In 2023, there have been three deaths in the jail as of August 10, and in the same time frame in 2022, there were seven deaths in the jail. Regardless, Bonner touts his management of the sheriff’s department as Memphians get closer to election day.

“I have a $193 million budget,” Bonner said. “I have close to 2,000 employees. So, when you look at the next leader of this city, do they have those type of management skills, and I do.”

Paul Young

Credit: YoungforMemphis.com
Mayoral Candidate Paul Young

While the race for mayor in Memphis is non-partisan, candidate Paul Young is still showing his true blue.

“I’m a Democrat, but I look at all people and all issues and try to make the best decision that’s going to be in the best interest of the constituents,” Young said.
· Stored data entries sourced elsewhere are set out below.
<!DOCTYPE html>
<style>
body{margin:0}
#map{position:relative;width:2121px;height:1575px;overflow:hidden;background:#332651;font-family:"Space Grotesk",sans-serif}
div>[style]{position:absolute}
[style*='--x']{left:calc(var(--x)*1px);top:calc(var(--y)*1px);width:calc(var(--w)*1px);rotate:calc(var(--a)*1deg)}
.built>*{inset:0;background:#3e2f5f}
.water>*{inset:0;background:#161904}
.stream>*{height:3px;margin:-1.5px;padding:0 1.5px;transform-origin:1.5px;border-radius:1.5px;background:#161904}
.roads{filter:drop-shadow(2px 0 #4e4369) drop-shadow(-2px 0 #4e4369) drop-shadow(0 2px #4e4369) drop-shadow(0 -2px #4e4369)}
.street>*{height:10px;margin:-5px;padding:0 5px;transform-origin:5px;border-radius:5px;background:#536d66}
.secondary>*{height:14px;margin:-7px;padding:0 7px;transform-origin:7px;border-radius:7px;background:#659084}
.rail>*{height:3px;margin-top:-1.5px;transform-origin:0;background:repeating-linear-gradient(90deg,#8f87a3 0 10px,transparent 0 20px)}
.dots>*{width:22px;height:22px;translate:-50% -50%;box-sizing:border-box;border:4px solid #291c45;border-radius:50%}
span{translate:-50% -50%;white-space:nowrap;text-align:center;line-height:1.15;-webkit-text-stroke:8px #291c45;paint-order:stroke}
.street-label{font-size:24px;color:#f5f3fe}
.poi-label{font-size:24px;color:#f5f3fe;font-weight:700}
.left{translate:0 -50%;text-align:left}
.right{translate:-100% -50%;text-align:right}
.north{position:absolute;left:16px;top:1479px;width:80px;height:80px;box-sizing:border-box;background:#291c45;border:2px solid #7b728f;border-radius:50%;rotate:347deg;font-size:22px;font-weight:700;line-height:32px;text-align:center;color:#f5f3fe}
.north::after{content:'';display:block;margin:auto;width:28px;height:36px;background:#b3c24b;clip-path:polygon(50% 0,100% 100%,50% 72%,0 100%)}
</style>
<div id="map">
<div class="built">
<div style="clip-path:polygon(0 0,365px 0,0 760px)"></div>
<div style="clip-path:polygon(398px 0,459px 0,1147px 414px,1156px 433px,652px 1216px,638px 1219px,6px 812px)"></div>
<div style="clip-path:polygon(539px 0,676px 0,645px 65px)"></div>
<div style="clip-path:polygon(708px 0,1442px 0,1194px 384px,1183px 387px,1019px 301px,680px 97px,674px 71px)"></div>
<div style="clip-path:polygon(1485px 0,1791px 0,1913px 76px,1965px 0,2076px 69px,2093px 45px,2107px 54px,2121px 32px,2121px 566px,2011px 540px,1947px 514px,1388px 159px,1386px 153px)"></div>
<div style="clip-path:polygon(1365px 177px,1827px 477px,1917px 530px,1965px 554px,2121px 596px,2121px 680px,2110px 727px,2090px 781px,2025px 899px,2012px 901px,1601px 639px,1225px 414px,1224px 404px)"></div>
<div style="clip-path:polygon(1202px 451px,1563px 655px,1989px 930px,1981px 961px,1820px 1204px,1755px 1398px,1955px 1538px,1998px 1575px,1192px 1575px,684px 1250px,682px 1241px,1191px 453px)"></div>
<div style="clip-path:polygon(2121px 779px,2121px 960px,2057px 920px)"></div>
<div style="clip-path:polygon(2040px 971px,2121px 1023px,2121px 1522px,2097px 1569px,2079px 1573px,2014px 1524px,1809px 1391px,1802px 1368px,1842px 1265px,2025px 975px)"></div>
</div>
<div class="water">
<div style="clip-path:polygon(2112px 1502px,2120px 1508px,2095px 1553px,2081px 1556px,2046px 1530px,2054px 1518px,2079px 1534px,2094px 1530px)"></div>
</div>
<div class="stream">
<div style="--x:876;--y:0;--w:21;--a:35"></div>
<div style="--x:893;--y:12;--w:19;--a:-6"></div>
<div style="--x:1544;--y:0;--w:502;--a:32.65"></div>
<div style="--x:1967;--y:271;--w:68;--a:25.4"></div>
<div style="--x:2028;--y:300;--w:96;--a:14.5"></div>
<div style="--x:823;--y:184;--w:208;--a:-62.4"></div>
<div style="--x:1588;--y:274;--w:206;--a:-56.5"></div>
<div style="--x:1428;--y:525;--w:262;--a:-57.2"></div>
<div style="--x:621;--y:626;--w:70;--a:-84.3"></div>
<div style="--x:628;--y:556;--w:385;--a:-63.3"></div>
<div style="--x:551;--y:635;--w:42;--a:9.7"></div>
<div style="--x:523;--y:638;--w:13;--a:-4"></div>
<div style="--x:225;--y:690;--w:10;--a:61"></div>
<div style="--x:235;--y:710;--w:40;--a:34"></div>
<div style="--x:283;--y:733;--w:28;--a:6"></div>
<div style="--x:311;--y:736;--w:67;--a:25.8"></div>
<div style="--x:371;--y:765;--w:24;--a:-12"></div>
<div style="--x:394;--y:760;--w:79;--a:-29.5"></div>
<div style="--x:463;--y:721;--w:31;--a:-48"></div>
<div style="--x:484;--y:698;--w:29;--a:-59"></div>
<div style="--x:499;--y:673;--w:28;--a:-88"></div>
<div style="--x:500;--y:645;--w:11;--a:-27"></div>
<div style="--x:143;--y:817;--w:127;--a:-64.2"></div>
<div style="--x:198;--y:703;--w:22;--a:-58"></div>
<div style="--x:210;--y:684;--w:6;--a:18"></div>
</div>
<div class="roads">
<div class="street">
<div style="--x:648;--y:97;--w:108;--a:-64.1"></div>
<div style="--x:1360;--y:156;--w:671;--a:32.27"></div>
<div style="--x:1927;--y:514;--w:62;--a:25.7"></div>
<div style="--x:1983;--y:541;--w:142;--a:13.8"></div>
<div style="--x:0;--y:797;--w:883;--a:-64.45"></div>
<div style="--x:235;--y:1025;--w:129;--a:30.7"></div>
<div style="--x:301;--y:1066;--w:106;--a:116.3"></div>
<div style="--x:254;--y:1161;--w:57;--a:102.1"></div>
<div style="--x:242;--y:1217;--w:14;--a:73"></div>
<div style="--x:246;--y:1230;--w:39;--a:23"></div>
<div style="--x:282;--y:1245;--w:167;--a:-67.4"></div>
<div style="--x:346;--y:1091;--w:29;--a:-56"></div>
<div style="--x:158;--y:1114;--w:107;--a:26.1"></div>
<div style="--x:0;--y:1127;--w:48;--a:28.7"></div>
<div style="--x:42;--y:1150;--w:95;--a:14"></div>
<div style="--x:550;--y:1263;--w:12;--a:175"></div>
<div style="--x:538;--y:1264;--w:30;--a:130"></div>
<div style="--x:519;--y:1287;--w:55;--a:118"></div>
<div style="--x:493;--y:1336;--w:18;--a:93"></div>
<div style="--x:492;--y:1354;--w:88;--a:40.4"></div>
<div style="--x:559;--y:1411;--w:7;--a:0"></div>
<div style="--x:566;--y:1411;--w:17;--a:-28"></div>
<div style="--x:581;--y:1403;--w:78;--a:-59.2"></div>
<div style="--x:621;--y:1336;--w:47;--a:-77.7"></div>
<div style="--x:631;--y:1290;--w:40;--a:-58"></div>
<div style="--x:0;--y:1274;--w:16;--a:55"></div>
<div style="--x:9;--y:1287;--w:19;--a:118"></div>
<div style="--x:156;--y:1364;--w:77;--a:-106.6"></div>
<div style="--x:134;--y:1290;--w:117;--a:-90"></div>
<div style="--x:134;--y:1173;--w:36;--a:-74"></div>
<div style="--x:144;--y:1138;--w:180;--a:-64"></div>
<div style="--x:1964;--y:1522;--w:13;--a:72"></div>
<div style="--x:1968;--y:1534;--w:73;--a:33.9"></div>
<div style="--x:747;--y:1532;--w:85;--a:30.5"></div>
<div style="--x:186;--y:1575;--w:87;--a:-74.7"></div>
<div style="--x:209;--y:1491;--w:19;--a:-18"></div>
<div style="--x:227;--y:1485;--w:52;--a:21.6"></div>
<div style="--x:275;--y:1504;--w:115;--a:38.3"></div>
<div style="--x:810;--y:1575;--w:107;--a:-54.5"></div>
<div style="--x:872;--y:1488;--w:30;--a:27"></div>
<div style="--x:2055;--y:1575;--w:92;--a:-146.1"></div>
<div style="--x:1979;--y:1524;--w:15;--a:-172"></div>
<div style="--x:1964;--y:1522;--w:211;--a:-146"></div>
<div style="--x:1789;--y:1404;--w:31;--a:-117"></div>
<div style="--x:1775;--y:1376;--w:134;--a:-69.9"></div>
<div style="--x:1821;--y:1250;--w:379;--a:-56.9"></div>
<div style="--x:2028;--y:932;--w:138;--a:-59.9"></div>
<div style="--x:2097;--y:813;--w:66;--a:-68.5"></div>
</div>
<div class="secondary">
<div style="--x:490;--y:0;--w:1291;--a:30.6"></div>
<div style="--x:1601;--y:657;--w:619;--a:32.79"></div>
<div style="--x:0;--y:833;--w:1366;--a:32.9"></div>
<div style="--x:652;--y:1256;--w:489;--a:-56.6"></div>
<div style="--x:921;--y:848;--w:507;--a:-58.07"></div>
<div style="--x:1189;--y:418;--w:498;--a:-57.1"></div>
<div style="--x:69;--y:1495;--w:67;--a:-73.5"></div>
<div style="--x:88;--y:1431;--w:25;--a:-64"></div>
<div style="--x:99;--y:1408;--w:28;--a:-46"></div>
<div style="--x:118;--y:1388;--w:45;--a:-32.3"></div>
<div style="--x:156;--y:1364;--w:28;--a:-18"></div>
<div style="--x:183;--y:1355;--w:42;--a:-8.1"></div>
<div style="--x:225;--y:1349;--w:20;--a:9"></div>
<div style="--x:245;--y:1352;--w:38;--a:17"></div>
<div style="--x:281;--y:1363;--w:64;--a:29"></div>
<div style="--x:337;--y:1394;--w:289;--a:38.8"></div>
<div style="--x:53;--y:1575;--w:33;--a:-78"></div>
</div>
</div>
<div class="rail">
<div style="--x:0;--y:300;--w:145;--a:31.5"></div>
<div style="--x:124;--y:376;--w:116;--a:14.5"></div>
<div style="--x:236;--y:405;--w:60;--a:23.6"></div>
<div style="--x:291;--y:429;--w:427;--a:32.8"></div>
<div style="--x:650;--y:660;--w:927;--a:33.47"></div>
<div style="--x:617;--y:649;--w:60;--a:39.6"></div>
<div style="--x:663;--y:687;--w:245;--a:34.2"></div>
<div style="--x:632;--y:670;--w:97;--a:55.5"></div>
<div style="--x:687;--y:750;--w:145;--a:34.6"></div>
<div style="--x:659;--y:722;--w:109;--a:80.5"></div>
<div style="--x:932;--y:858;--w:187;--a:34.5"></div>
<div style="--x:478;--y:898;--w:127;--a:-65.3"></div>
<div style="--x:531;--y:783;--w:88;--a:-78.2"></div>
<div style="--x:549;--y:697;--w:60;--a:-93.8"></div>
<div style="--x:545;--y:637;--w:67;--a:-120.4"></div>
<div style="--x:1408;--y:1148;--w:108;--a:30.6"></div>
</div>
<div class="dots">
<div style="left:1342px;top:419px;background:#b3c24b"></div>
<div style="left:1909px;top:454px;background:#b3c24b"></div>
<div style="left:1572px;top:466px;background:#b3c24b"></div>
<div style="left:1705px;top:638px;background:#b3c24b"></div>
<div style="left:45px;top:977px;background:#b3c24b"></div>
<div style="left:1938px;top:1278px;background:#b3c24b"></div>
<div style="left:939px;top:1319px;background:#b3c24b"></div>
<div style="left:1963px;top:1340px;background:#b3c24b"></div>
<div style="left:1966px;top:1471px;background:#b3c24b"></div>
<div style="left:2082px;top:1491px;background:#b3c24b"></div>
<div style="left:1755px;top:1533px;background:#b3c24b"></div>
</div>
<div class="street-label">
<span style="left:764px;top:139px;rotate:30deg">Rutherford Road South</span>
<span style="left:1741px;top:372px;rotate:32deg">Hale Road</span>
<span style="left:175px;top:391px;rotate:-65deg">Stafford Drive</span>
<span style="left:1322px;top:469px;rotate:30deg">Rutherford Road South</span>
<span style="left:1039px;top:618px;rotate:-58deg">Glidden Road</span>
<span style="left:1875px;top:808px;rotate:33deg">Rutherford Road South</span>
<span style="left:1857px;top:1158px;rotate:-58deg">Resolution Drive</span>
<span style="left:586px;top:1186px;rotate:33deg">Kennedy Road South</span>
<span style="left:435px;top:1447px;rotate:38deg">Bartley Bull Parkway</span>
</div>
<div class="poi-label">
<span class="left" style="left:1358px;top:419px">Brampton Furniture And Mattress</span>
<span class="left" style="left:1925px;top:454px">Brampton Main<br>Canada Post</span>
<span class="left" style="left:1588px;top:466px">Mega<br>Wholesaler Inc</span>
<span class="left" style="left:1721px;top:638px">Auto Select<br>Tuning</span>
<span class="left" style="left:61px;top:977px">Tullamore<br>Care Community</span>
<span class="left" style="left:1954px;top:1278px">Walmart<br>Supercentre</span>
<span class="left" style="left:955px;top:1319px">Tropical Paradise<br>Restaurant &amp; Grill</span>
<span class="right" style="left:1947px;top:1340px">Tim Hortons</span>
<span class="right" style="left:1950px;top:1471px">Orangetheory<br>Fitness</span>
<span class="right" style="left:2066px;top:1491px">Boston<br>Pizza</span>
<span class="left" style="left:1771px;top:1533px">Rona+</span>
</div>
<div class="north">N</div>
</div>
He raised more than $750,000 with more than nine weeks until election day, and there are no plans of slowing down in sight. He does, however, have plans to address the mistrust between the community and the Memphis Police Department.

“We have raised over $750,000. We have over $600,000 cash on hand,” Young said. “The most important statistic from that is the fact that we have over 2800 individuals that have donated to our campaign.”

Young has an expectation for more young people to get out and vote this year. So he’s using funds to target all age groups and get his name into households.

“I think the younger voters will vote if they see someone that represents their interests, and I think to date they haven’t seen that,” Young said.

Addressing crime, one of the biggest interests in Memphis, he said when it comes to youth, it's important to make sure those who are committing the crimes are held accountable, but also important to identify who's likely to be in the pool of people creating crimes in the future and "injecting opportunities in their lives."

"When we know they've been truant from school, we know they've been getting suspended, let's find programs that are located in their ZIP codes. Let’s work with their churches. Let's work with the community groups to make sure that we are getting those children enrolled in some programs. That's gonna change their trajectory.”

Young also stressed the culture of MPD as a top priority of his.

“We have some major issues that we want to address within MPD, the culture or subculture that led to the tragic incident of Tyre Nichols. We want to make sure that that's rooted out, but we also want to make sure that there is transparency, that there's a restoration of trust and faith from the public and we want to make sure that the person at the top is leading that charge.”

Aside from crime and MPD, there’s still blight. It’s an issue residents voice time and time again, with seemingly no end in sight.

“Our neighborhoods are not attractive,” Young asserted. “We need to make sure that they're being cleaned up, that we are addressing blight in a very aggressive way, and that's going to be one of my top priorities as mayor.”

Willie Herenton

Credit: herentonformayor.com

Willie Herenton is a lifelong Memphian who served five consecutive terms as Memphis’s first Black Mayor. He talked about public safety, poverty, economic development and crime.

“We’re gonna implement some intervention, prevention and some restorative justice programs,” Herenton said. “The major thing I’d like to accomplish is forging ahead with a partnership with the Memphis Shelby County Schools.”

He said crime prevention is crucial because it’s the pipeline to how business grows in every corner of Memphis.

“It’s very difficult to recruit companies to a crime-ridden city,” Herenton said. “Low educational entertainment on the part of a large segment of our students, that’s an issue. Poverty certainly is an issue here. So, it’s just a whole array of urban issues that we need to attack and affordable housing.”

“There’s a critical housing problem here in Memphis that we need to address as well,” Herenton continued.

He also talked about the economic impact he said he already brought to the 901.

“In 1991, when I became the mayor, downtown Memphis was desolate, baron - we didn’t have any fortune 500 companies located in Memphis,” Herenton said. “Through our leadership, we forged ahead with some fantastic partnerships that today, you see big companies that have a major footprint in Memphis.”

He also addressed there were some shortfalls when he served as Mayor.

“We should have a metropolitan form of government – that was a missed opportunity for Memphis and it was on my watch,” Herenton said. “We missed getting an NFL and Nashville got that. We missed Casino gaming.”

The Casino gaming proposition could have been a high revenue source for the Bluff City.

Herenton kicked off his 2023 campaign mid-July with a group of about 100 supporters and $17,100 raised at the time.